The caves came into their own during both world wars. Ammunition was stored here, below the streets of Chislehurst (an overflow from storage at Woolwich Arsenal) during the first world war. 15,000 took shelter in the caves during the second world war. Swathes of people from London and Kent paid 1p a night to sleep in the what was the biggest bomb shelter in London. The incomprehensible maze housed not only thousands of beds, but had a whole hospital wing and other facilities.

A London Borough of Bromley blue plaque at Chislehurst Caves

So many people packed into the caves when they were used as bomb shelters that the temperatures often reached upwards of 70°F; it's hard to imagine today — even during a stuffy August, you can see your breath in the cold surrounds.

Chislehurst Caves: a history plaque marking the caves as somewhere used as shelter during the second world war
15,000 people used Chislehurst Caves as an air raid shelter during the second world war.

Along with the significant temperature drop, a pungent smell overpowers when you enter the gently-sloping concrete corridor leading down into the caves. It's a world away from the overgrown brambles which climb through the glassless windows, a last link to the outside world before darkness descends.

Lanterns are available to adults. Take one. Even beady-eyed visitors who need no assistance to see will benefit from the warmth a lantern offers as they descend deeper into the subterranean warrens. The walls, whitewashed in some places, naturally coloured in others, are indeed made of a soft chalk — a clandestine poke with a sharp finger nail confirms this. In parts they're heavily dotted with the flint which once made the caves so profitable.
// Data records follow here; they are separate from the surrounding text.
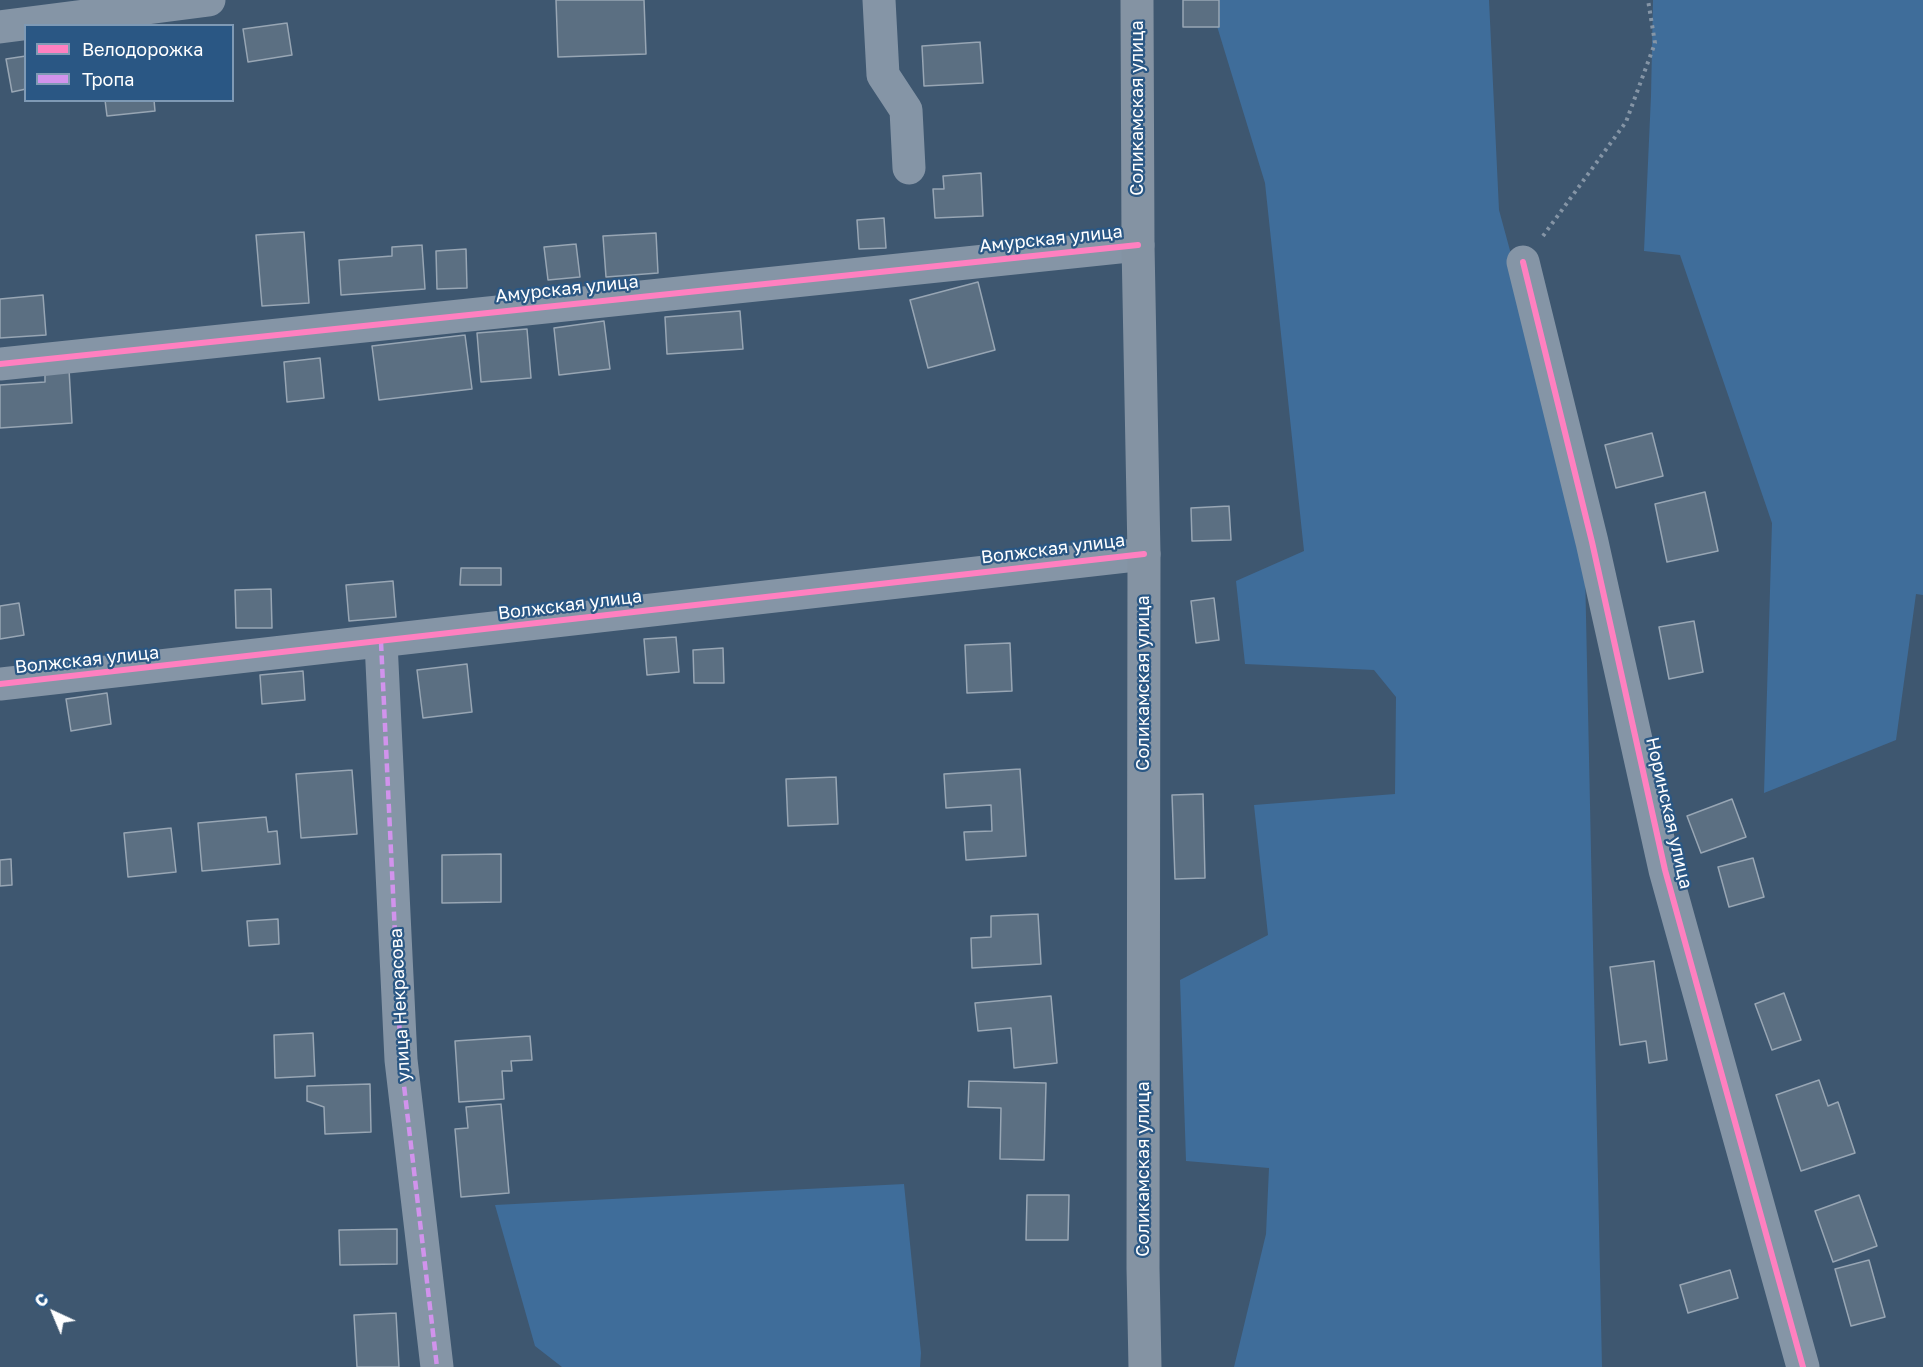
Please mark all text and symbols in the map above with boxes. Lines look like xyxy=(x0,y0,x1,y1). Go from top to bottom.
street label: Соликамская улица xyxy=(1126,20,1148,196)
legend xyxy=(24,24,234,102)
text: Велодорожка xyxy=(82,38,203,60)
text: Тропа xyxy=(82,68,134,90)
street label: Амурская улица xyxy=(978,221,1124,257)
street label: Амурская улица xyxy=(494,271,640,307)
street label: Волжская улица xyxy=(980,529,1126,569)
street label: Волжская улица xyxy=(497,585,643,625)
street label: Соликамская улица xyxy=(1132,595,1154,771)
street label: Волжская улица xyxy=(14,642,160,678)
street label: Норинская улица xyxy=(1641,735,1697,891)
street label: улица Некрасова xyxy=(385,928,415,1082)
street label: Соликамская улица xyxy=(1132,1081,1154,1257)
north arrow xyxy=(24,1283,84,1343)
text: С xyxy=(30,1289,53,1311)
Entrance to Chislehurst Caves ticket office
Chislehurst Caves are open to the public

A 45-minute tour covers just one mile of the 22 available. A vast cavern with a dome, once a chapel, is now off limits to the public thanks to an invasion of tree roots from the world above through the chalky ceiling, causing occasional crumbling. A well has recently been brought back into action. An underground pond lays claim to the predictable haunted story. A shaft in the ceiling leads directly into the garden of an unsuspecting Chislehurst resident.
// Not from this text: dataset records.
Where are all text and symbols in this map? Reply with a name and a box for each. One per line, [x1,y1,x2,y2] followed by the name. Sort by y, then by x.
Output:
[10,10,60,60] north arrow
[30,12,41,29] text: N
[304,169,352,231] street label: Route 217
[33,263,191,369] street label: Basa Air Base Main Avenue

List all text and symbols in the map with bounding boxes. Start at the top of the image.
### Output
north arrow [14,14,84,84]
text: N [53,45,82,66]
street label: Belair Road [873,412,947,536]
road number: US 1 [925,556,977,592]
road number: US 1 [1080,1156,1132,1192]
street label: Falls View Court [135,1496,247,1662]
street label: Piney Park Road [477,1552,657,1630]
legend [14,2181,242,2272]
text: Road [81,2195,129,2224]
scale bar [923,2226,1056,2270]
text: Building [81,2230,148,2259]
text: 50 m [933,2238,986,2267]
Brisk though our tour guide is, we wouldn't fancy being down here alone, despite reassurances that no-one ever died in the bomb shelter (one baby was born though). The winding corridors, echoing chambers and rough ground all begin to look the same within a few minutes, and beyond the electric-lit tour route, you can't see a thing. Just as the cold becomes almost unbearable, we return to the old entrance hall and ticket office, where those wartime residents paid their entry fees.
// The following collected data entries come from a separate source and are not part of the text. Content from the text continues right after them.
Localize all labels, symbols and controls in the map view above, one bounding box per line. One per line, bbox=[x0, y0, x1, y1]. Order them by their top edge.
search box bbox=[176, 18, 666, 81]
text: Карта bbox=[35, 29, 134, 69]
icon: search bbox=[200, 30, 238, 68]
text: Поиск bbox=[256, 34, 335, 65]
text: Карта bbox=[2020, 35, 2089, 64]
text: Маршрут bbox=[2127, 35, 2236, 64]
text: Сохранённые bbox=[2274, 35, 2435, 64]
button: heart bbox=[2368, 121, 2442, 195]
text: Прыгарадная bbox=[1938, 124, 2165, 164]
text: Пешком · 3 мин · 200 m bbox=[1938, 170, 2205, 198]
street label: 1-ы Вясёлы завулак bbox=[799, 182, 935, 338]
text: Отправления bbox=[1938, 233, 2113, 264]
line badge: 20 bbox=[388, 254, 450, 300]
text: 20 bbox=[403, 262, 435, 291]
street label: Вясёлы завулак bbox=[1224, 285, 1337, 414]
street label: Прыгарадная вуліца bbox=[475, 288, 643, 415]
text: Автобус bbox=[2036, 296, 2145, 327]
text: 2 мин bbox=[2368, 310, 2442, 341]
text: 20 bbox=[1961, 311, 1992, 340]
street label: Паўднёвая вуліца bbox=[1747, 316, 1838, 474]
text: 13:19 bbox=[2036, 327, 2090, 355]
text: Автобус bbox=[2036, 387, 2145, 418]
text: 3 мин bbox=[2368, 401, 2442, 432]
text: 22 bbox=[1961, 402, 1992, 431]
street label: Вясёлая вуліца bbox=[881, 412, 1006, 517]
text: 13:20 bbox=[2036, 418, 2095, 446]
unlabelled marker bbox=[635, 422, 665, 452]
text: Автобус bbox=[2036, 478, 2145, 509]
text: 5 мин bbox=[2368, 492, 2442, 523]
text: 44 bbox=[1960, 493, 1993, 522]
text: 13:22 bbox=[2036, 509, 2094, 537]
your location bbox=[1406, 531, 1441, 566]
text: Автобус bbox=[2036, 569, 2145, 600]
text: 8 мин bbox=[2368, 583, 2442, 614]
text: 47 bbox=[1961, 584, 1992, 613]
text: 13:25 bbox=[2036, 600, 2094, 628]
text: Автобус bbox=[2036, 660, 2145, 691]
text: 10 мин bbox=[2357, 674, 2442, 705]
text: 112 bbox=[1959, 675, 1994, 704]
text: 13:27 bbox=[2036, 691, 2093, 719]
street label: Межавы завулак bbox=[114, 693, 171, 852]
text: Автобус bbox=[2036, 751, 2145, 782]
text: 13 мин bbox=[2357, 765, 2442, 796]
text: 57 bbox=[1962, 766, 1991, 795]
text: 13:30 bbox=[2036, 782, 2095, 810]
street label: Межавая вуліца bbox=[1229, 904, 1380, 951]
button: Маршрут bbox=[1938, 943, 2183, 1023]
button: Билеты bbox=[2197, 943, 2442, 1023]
A board with rules written on it, including 'Pitches must be kept clean' and 'No furniture admitted'
Rules to be obeyed by those who used Chislehurst Caves as an air raid shelter. Not all that different from a modern campsite

Emerging through the double doors and blinking in the daylight, the relative heat is welcome. The chilly air and stuffy smell we've adjusted to are quickly forgotten as we brush the chalk dust off our jacket and return to the 21st century and fresh air.

The ticket office where the tour begins and ends houses a small gift shop and a cafe. It's reminiscent of an old fashioned railway station waiting room with tall ceilings, wooden benches and historic photographs of the local area adorning the walls.

A mannequin with hand raised to his mouth in a shouting position
Look out for these entirely realistic and not-at-all-alarming models throughout the caves.

If you're looking for somewhere to rival the stalagmites of Wookey Hole or Cheddar Gorge, you may be disappointed with the manmade Chislehurst Caves (Painshill Park in Surrey has a crystal grotto which may be more up your street). Very young Londoners or those who are easily scared probably won't enjoy a trip to the caves. For anyone else, it's great value for money and an unexpected insight into the local history of this corner of London.

Chislehurst Caves, Caveside Close, Old Hill, Chislehurst, BR7 5NL. Entry is £8 adult/£6 child. Check website for opening hours and tour times.

All photos by Londonist, taken on our visit to Chislehurst Caves in 2015.